__TASK BRIEF__
Where a line below holds the string "service", that line goes into the answer.

__TASK INPUT__

____

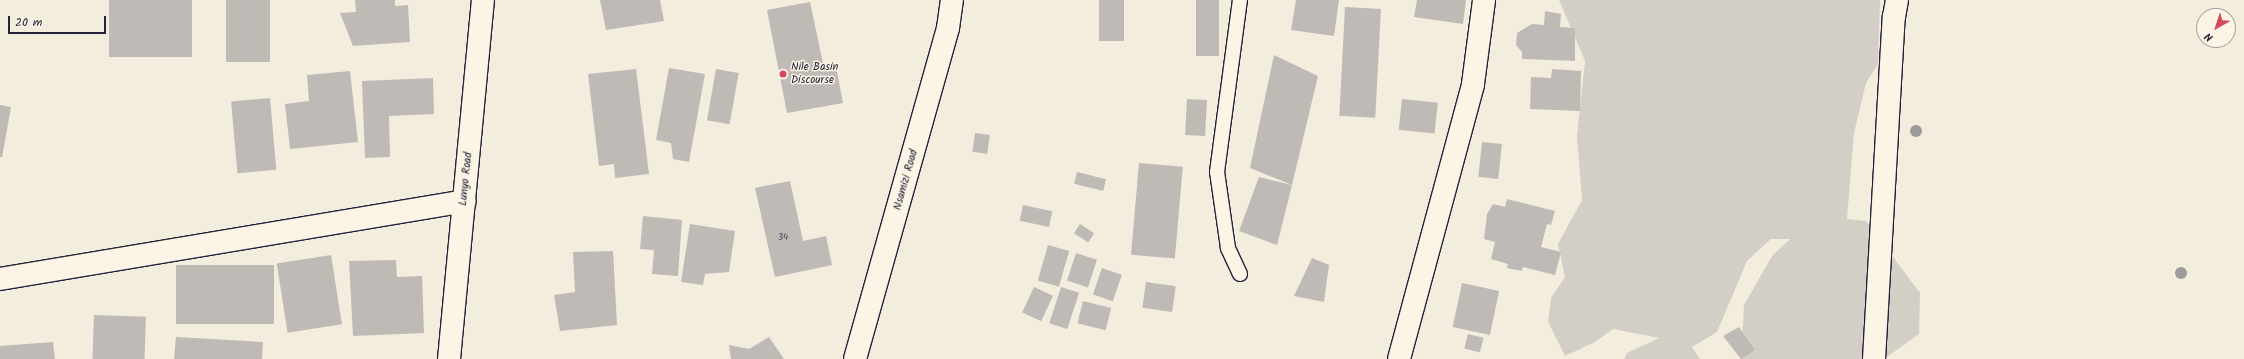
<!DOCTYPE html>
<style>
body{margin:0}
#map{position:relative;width:2244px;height:359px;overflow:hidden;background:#f3edde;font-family:Kalam,sans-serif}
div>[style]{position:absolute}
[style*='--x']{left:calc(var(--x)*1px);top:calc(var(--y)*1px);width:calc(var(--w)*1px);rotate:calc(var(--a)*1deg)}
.green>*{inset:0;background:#d4cfc6}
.building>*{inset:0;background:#bfbab6;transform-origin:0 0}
.roads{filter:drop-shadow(1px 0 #22223b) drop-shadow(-1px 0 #22223b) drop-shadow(0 1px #22223b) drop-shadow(0 -1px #22223b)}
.service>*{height:14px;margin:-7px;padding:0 7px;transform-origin:7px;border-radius:7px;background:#fcf5e5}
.minor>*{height:22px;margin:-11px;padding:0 11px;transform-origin:11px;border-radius:11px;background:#fcf5e5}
.tertiary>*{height:22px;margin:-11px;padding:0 11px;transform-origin:11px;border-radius:11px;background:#fcf5e5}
.trees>*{width:12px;height:12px;margin:-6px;border-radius:50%;background:#9d9a9b}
.dots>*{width:11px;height:11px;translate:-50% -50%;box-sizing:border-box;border:2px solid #fcf5e5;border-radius:50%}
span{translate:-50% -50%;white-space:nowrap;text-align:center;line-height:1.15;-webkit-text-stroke:3px #fcf5e5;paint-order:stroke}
.number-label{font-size:9px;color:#49485a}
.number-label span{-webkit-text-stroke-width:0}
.poi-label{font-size:11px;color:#22223b}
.left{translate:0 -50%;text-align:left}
.street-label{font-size:11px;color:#22223b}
.north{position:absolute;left:2196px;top:8px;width:40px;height:40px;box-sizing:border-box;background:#fcf5e5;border:1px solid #a5a1a1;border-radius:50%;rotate:219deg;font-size:11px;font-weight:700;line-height:16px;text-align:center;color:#22223b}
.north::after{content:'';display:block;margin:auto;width:14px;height:18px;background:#d1495b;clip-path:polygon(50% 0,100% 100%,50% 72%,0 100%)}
.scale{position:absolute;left:8px;top:16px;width:98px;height:18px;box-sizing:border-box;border:2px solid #22223b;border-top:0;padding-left:5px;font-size:12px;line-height:14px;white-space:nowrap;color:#22223b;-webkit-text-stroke:3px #fcf5e5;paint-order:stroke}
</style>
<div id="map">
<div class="green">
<div style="clip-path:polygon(1559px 0,1880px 0,1878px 64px,1866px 83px,1854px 133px,1847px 219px,1866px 221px,1920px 293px,1919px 334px,1884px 359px,1741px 359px,1744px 305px,1772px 256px,1790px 239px,1771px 239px,1747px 261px,1717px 332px,1692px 347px,1700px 359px,1624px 359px,1627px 353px,1659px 338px,1613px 329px,1595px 342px,1565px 356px,1548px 322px,1551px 298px,1565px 277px,1558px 244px,1582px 200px,1577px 136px,1585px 61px)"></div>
</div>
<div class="building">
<div style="left:109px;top:0;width:83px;height:57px"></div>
<div style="left:226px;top:0;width:44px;height:62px"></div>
<div style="clip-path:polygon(355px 0,395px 0,395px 6px,408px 5px,410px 42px,353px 46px,340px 13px,356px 12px)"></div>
<div style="clip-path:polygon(600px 0,660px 0,664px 21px,606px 30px)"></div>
<div style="left:1099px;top:0;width:25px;height:41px"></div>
<div style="left:1196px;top:0;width:23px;height:56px"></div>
<div style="clip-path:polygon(1296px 0,1339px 0,1334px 36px,1291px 30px)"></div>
<div style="clip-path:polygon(1417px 0,1466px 0,1463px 24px,1414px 17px)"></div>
<div style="clip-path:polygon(810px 2px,824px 68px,836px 66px,843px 103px,787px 113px,767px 10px)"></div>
<div style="left:1345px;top:7px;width:36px;height:109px;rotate:3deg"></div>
<div style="clip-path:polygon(1545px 11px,1561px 14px,1560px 27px,1575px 28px,1575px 61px,1522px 59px,1522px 52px,1516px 45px,1517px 33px,1532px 24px,1544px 25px)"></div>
<div style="clip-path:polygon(1274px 55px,1318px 76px,1292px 185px,1250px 168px)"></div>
<div style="clip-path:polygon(669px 68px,705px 74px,689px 162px,673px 159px,671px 143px,656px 140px)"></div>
<div style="clip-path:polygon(636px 69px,649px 174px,615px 178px,614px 164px,599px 166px,588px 74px)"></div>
<div style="left:716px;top:69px;width:23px;height:52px;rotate:10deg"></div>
<div style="clip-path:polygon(1552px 69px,1581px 71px,1580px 111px,1530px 109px,1531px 77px,1551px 78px)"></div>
<div style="clip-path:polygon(350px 71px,358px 142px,290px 149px,285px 104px,309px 101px,307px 75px)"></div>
<div style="clip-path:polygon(433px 78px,434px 114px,389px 116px,390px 157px,365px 158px,362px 81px)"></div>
<div style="left:270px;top:98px;width:72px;height:39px;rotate:85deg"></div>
<div style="left:1187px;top:99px;width:20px;height:36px;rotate:3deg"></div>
<div style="left:1402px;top:99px;width:36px;height:31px;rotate:6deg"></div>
<div style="clip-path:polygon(0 105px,11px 107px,2px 157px,0 157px)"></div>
<div style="left:975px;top:133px;width:15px;height:19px;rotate:8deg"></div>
<div style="left:1482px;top:142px;width:20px;height:35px;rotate:6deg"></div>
<div style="left:1139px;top:163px;width:44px;height:92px;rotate:5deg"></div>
<div style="left:1077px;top:172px;width:30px;height:12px;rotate:14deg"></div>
<div style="clip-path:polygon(1259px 177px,1292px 185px,1277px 245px,1239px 231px)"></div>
<div style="clip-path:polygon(790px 181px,803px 241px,826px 236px,832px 265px,775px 277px,755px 188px)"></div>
<div style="clip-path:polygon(1507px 199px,1555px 211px,1551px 225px,1547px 224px,1541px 247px,1561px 252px,1555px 275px,1523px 267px,1522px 271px,1507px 268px,1508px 264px,1491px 259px,1495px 242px,1484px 239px,1487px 214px,1493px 204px,1505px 207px)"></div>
<div style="left:1023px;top:205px;width:30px;height:16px;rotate:12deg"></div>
<div style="clip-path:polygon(643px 216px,682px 220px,678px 276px,652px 274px,654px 250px,640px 249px)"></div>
<div style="clip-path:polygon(690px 224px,735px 231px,729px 272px,705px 274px,703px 285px,681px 282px)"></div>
<div style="left:1080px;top:224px;width:17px;height:11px;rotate:33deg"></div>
<div style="left:1048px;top:245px;width:22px;height:37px;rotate:16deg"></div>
<div style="clip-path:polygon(613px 251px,617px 325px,560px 331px,554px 295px,575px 292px,573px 252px)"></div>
<div style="left:1076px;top:253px;width:22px;height:29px;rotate:18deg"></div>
<div style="left:331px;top:255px;width:70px;height:55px;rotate:81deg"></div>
<div style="clip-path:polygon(1312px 258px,1329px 265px,1324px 302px,1294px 296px)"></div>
<div style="clip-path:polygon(396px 260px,397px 277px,422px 276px,424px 333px,353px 336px,349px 261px)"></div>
<div style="left:274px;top:265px;width:59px;height:98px;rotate:90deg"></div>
<div style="left:1102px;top:268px;width:21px;height:28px;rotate:19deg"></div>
<div style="left:1146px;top:282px;width:30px;height:26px;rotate:8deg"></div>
<div style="left:1462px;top:283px;width:38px;height:45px;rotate:12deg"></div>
<div style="left:1034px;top:287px;width:21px;height:28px;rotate:25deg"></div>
<div style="left:1061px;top:287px;width:19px;height:38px;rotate:18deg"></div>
<div style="left:1083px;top:301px;width:29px;height:23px;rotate:14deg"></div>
<div style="left:94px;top:315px;width:52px;height:44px;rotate:2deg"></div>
<div style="clip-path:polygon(1739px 327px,1755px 350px,1741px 359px,1723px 336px)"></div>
<div style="left:1468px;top:334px;width:16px;height:15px;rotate:14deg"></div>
<div style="clip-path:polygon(176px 337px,263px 342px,262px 359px,174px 359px)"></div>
<div style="clip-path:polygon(769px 337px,784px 359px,731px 359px,729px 345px,749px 349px)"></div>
<div style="clip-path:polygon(53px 342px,55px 359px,0 359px,0 346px)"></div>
</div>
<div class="roads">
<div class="service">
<div style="--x:1240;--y:274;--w:29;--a:-115"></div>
<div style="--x:1228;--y:248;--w:77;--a:-98.2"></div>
<div style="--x:1217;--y:172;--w:174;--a:-82.4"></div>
</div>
<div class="minor">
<div style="--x:0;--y:279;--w:471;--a:-9.5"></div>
<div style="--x:449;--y:359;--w:361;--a:-84.6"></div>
<div style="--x:1399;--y:359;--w:285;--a:-74.9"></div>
<div style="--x:1473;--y:84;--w:85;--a:-82.5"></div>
<div style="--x:1874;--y:359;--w:343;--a:-86.7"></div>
<div style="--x:1894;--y:17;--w:17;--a:-80"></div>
</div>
<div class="tertiary">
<div style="--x:855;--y:359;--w:344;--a:-74.3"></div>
<div style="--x:948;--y:28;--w:28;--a:-82"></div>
</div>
</div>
<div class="trees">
<div style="left:1916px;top:131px"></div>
<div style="left:2181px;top:273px"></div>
</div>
<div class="dots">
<div style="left:783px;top:74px;background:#d1495b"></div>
</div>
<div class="number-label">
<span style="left:783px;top:238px">34</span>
</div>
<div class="poi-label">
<span class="left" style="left:791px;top:74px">Nile Basin<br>Discourse</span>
</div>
<div class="street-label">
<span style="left:466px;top:179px;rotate:-84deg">Lunyo Road</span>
<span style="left:906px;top:180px;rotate:-74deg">Nsamizi Road</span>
</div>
<div class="north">N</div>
<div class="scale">20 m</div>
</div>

____

__WRITTEN RESPONSE__
.service>*{height:14px;margin:-7px;padding:0 7px;transform-origin:7px;border-radius:7px;background:#fcf5e5}
<div class="service">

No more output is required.